Lapacazo Sandoval | 8/9/2018, 11:15 a.m.
The uber bright executives at Disney know how to please kids, and in the new family comedy “Christopher Robin,” directed by Marc Forster, they have collaborated beautifully to make a great kids’ film that is perfectly suited for adults.
This modern version of the classic character Christopher Robin is a quirky one who displays his most human side, easily slipping into stretches of melancholy, but thankfully it’s punctuated by comic moments.
The script is sturdy despite the story being predictable. The adult Christopher Robin (Ewan McGregor) has not seen the Hundred Acre Wood since he was a young boy and—no surprise—he lost that spark of joy, the source of his creativity and his lust for life. He’s a married man who rarely spends time with his wife and daughter (Hayley Atwell and Bronte Carmichael, respectively), opting to pour himself into his work. Then he gets a visit from Winnie the Pooh (Jim Cummings).
Charm erupts on the screen. How can it not with such an adorable bear? It’s reshaped for a contemporary audience, which is a lush nod to E.H. Shepard’s original illustrations. Oh Pooh, I love you. He is so cute and Cummings’ vocal performance is pppp-perfect.
The film opens with a very young Christopher Robin at his farewell party filled with great colors that slowly drain away after the boy leaves. Time waits for no one, and we flip forward through mock chapters that deftly draws the characters in and out of illustrations before depositing us into Christopher Robin’s adulthood in gritty postwar Britain. Unfortunately, our dear Christopher Robin has forgotten about his wonderful childhood companions despite promising that he never-ever would, and the result is almost debilitating desolation.
Pooh wandering through a sad and deserted Hundred Acre Wood is impactful with a musical score composed by Geoff Zanelli and Jon Brion and it works.

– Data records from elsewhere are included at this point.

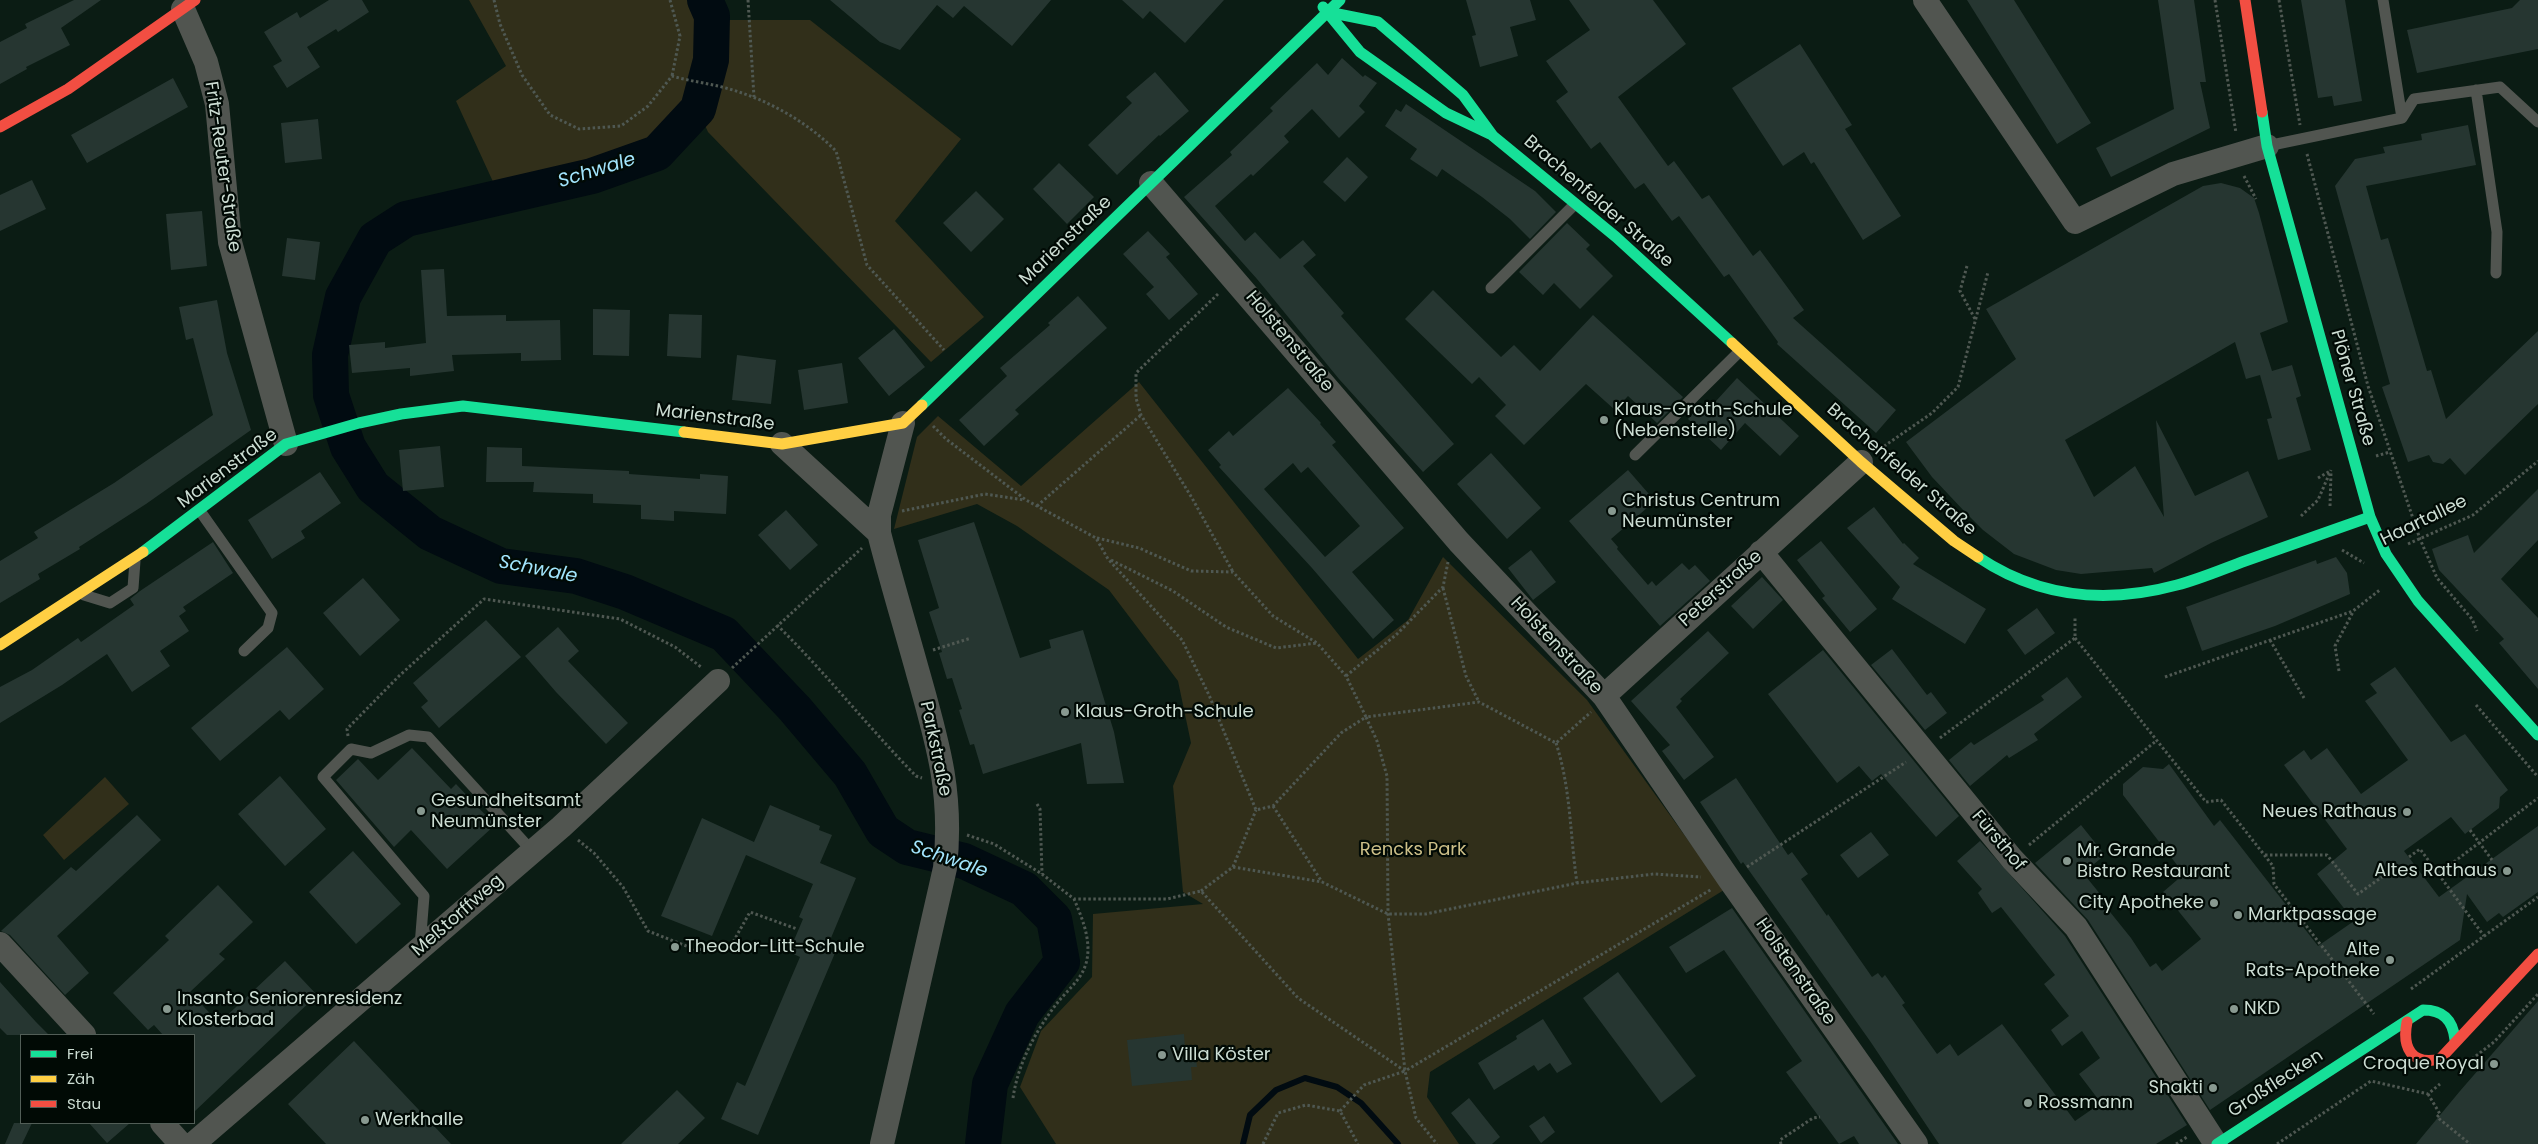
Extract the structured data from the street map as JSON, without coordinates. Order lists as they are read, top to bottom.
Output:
{
  "streets": {
    "street": [
      "Fritz-Reuter-Straße",
      "Brachenfelder Straße",
      "Marienstraße",
      "Holstenstraße",
      "Plöner Straße",
      "Peterstraße",
      "Parkstraße",
      "Fürsthof",
      "Meßtorffweg",
      "Großflecken"
    ],
    "path": ["Haartallee"]
  },
  "crossings": [
    ["Fritz-Reuter-Straße", "Marienstraße"],
    ["Brachenfelder Straße", "Marienstraße"],
    ["Brachenfelder Straße", "Plöner Straße"],
    ["Brachenfelder Straße", "Peterstraße"],
    ["Marienstraße", "Holstenstraße"],
    ["Holstenstraße", "Peterstraße"],
    ["Plöner Straße", "Haartallee"],
    ["Peterstraße", "Fürsthof"],
    ["Fürsthof", "Großflecken"]
  ],
  "water": ["Schwale"],
  "parks": ["Rencks Park"],
  "places": [
    "Klaus-Groth-Schule (Nebenstelle)",
    "Christus Centrum Neumünster",
    "Klaus-Groth-Schule",
    "Gesundheitsamt Neumünster",
    "Neues Rathaus",
    "Mr. Grande Bistro Restaurant",
    "Altes Rathaus",
    "City Apotheke",
    "Marktpassage",
    "Theodor-Litt-Schule",
    "Alte Rats-Apotheke",
    "Insanto Seniorenresidenz Klosterbad",
    "NKD",
    "Villa Köster",
    "Croque Royal",
    "Shakti",
    "Rossmann",
    "Werkhalle"
  ],
  "legend": ["Frei", "Zäh", "Stau"]
}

The scene where Pooh’s paw is brushing through the wild grass is lush.
Struggle is a huge part of childhood, and Robin struggles to balance his personal and professional lives. Here, I struggle not to spoil the ending of the film, but our Robin surprises us and himself. Here is a hint: He questions faith and the need for personal sacrifice as the only route to happiness. Another hint: He questions maybe finding a happy medium, and understanding that this life is a “medium” might be a longer solution.
And all that aside, it’s just a great movie. The voice talent is first-rate and includes Brad Garrett and from England’s stable of impressive thespians Paul Chahidi (as a lively neighbor), Matt Berry, Mackenzie Crook and Simon Farnaby.
Great twist and one of the reasons this version of “Christopher Robin” works is that everyone can see Pooh walking and talking, and that gives the entire film an honest landscape that’s filled with great joy!